▸ EXERCISE GOAL
From the records below, give the number of lines that contain the string "data", without any other text.

** MATERIAL FOR THIS EXERCISE follows **

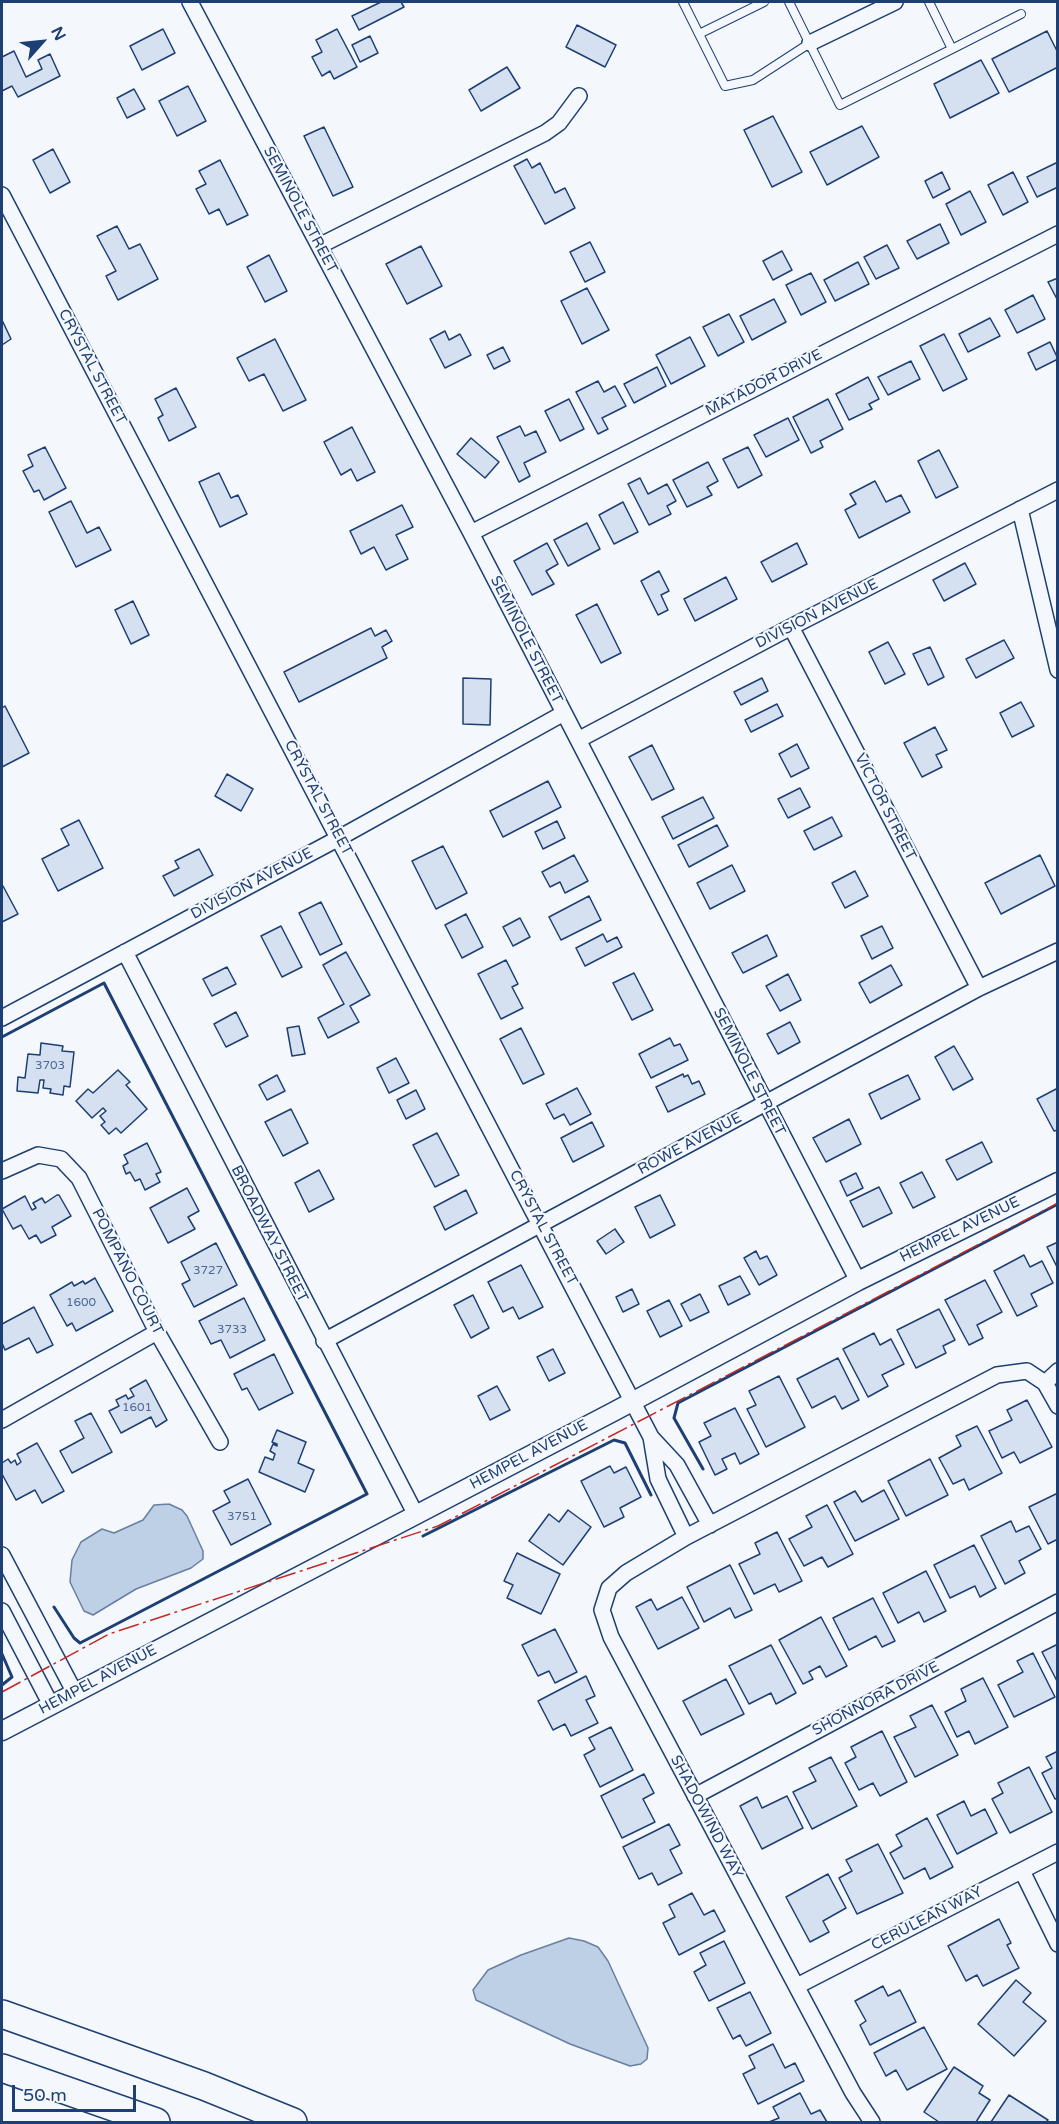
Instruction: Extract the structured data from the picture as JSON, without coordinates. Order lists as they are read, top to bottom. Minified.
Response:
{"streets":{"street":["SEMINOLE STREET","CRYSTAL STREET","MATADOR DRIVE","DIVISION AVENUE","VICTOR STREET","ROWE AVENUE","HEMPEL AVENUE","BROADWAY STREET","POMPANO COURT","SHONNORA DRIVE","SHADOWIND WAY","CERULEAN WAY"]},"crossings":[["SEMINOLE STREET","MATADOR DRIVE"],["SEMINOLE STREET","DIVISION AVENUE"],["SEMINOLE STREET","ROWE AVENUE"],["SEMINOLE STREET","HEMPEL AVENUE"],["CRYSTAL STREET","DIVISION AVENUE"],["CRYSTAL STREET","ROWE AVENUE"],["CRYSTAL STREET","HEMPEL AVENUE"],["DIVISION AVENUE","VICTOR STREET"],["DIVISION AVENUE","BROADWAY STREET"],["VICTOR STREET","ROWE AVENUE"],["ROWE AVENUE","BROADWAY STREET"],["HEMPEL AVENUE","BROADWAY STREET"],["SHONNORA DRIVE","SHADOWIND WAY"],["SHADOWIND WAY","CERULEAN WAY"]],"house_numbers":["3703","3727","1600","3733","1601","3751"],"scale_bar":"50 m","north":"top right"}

** End of MATERIAL FOR THIS EXERCISE **
** MATERIAL FOR THIS EXERCISE follows **

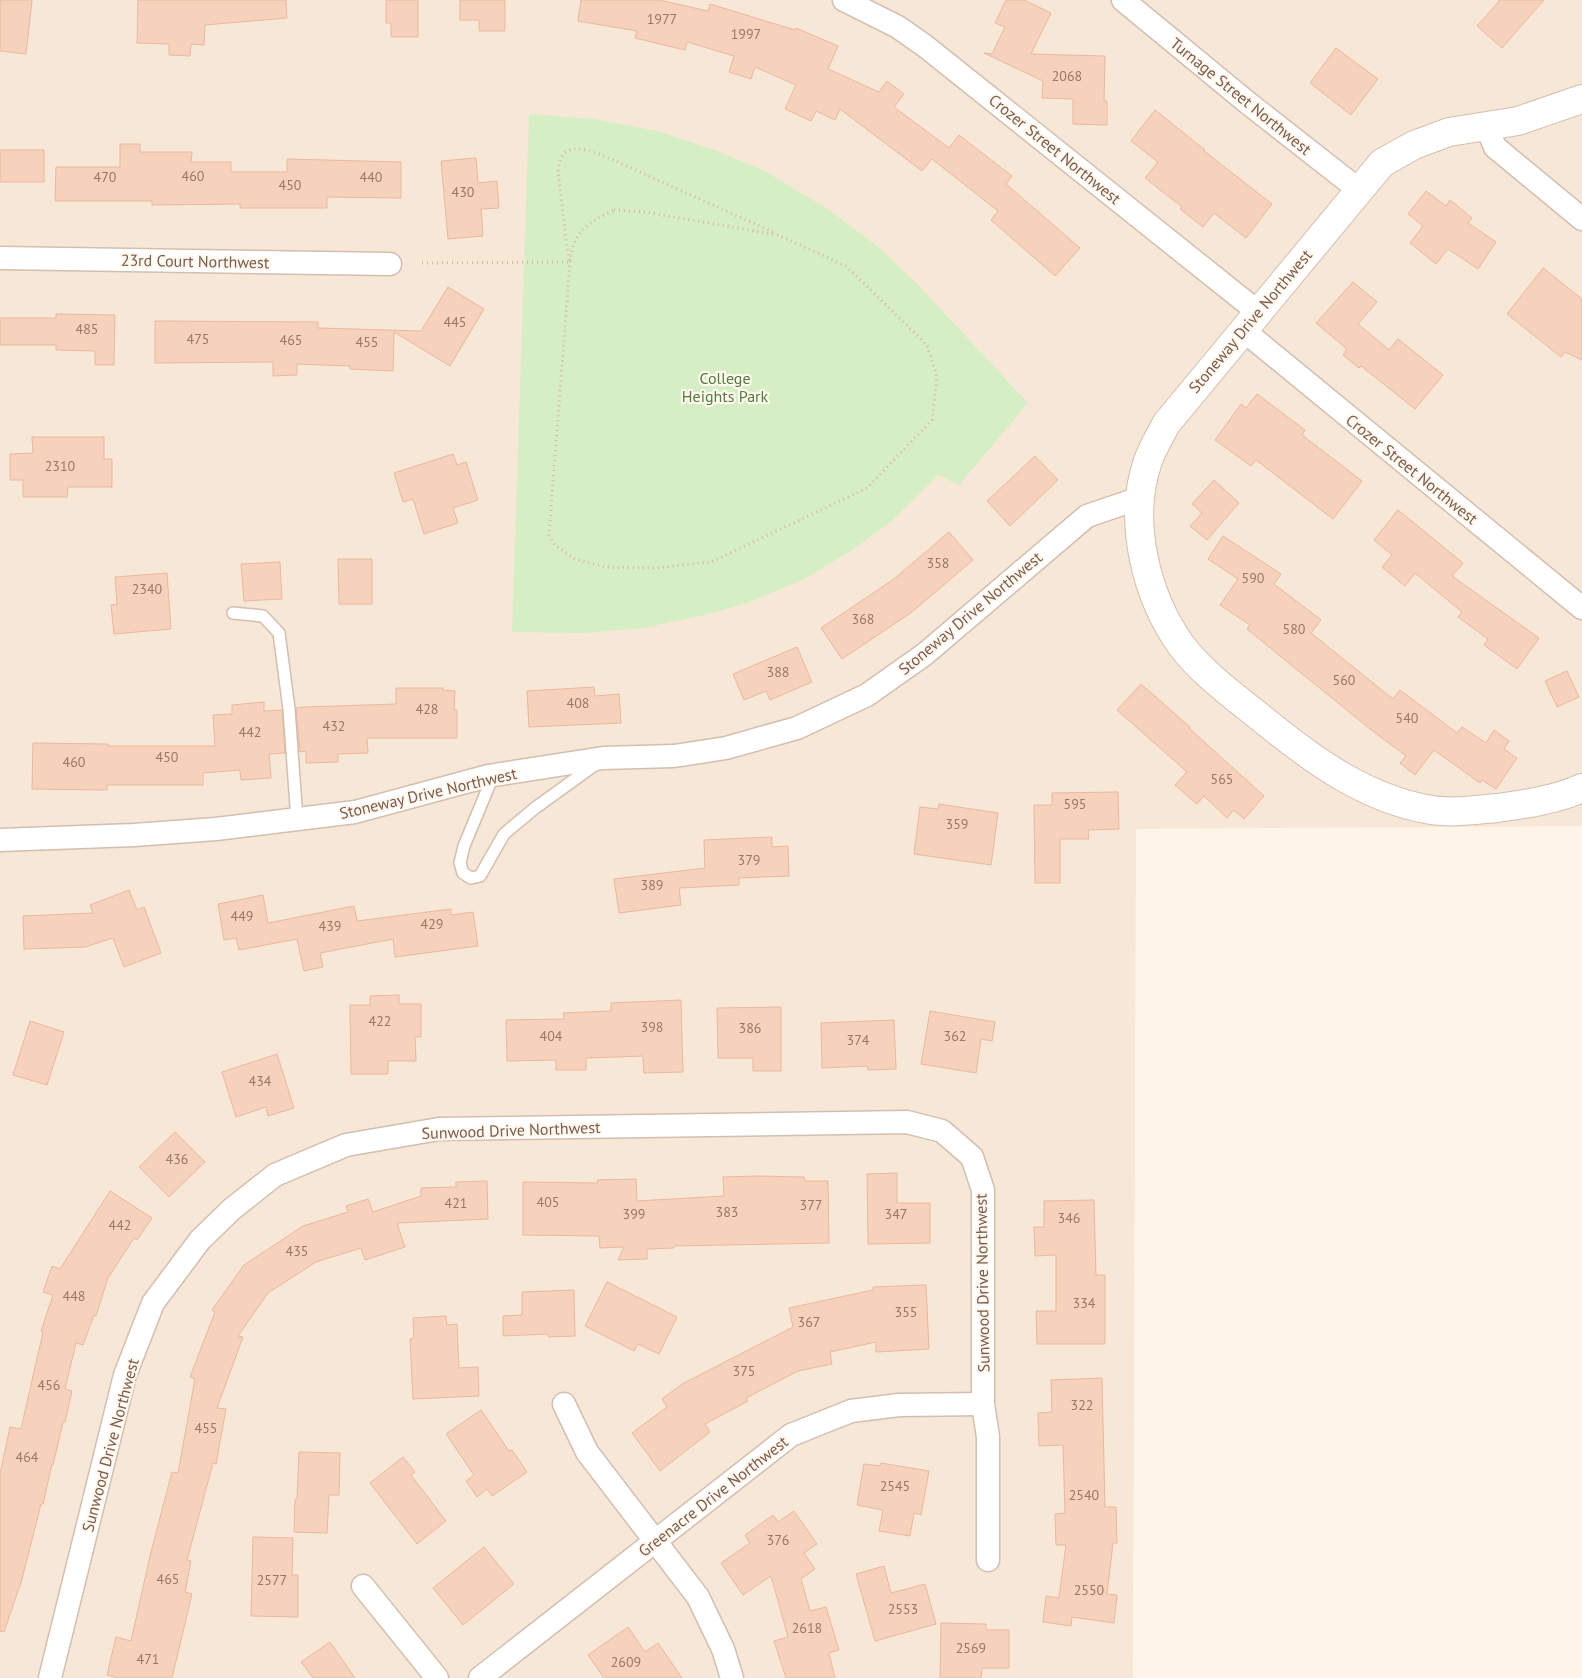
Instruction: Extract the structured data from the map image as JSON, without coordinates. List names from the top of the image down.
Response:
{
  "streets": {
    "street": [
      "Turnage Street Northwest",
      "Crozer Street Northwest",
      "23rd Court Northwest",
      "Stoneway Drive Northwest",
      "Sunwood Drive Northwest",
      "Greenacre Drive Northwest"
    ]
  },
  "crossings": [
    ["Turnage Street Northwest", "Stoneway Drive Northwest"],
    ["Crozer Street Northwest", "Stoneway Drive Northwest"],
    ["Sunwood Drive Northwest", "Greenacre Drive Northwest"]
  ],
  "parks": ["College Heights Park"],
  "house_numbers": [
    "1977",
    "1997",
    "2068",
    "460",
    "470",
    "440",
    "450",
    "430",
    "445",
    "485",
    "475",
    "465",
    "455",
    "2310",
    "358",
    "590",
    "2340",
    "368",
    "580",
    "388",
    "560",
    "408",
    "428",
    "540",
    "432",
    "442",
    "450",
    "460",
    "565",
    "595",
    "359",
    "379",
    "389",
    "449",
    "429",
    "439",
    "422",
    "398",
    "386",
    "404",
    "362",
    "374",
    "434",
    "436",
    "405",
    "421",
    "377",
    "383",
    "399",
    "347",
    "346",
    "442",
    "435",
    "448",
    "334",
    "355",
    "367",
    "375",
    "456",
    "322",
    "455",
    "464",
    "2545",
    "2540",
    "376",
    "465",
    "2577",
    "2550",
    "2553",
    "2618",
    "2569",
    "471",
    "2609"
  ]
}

** End of MATERIAL FOR THIS EXERCISE **

▸ EXERCISE ANSWER
2